#### Supplied information

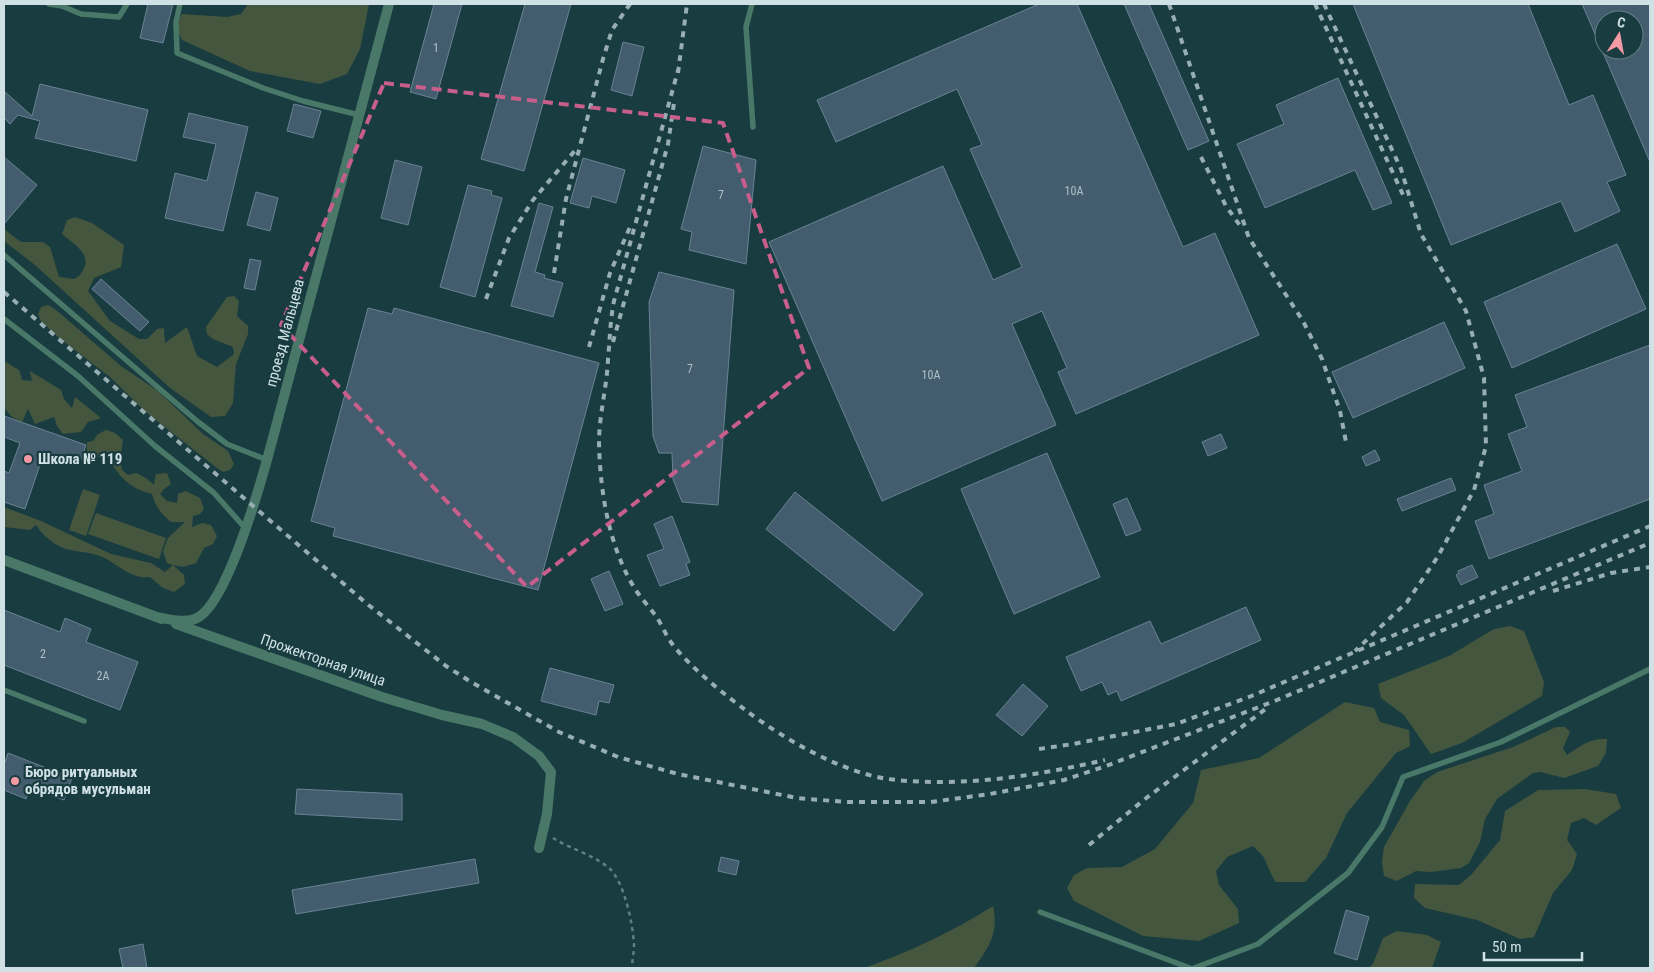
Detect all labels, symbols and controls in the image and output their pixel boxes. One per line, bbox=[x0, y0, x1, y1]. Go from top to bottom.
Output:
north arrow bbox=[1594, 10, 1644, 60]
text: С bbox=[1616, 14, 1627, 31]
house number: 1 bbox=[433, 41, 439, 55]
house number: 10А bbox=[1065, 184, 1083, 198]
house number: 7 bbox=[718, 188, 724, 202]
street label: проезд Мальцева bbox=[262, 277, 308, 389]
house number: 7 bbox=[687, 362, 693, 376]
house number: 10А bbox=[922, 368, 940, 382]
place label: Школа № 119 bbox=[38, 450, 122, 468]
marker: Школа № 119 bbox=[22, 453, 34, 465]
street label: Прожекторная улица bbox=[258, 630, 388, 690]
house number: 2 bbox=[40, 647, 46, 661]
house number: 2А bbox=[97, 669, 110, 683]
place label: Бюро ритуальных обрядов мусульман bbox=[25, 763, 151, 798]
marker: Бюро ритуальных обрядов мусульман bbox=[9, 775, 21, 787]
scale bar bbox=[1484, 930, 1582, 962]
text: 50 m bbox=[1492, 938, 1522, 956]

########

- [Exercise brief]: Repeat every entry exactly, but leave out the pictures.

- [Answer box]:
Detect all labels, symbols and controls in the image and output their pixel boxes. One per line, bbox=[x0, y0, x1, y1]. Go from top to bottom.
Output:
north arrow bbox=[1594, 10, 1644, 60]
text: С bbox=[1616, 14, 1627, 31]
house number: 1 bbox=[433, 41, 439, 55]
house number: 10А bbox=[1065, 184, 1083, 198]
house number: 7 bbox=[718, 188, 724, 202]
street label: проезд Мальцева bbox=[262, 277, 308, 389]
house number: 7 bbox=[687, 362, 693, 376]
house number: 10А bbox=[922, 368, 940, 382]
place label: Школа № 119 bbox=[38, 450, 122, 468]
marker: Школа № 119 bbox=[22, 453, 34, 465]
street label: Прожекторная улица bbox=[258, 630, 388, 690]
house number: 2 bbox=[40, 647, 46, 661]
house number: 2А bbox=[97, 669, 110, 683]
place label: Бюро ритуальных обрядов мусульман bbox=[25, 763, 151, 798]
marker: Бюро ритуальных обрядов мусульман bbox=[9, 775, 21, 787]
scale bar bbox=[1484, 930, 1582, 962]
text: 50 m bbox=[1492, 938, 1522, 956]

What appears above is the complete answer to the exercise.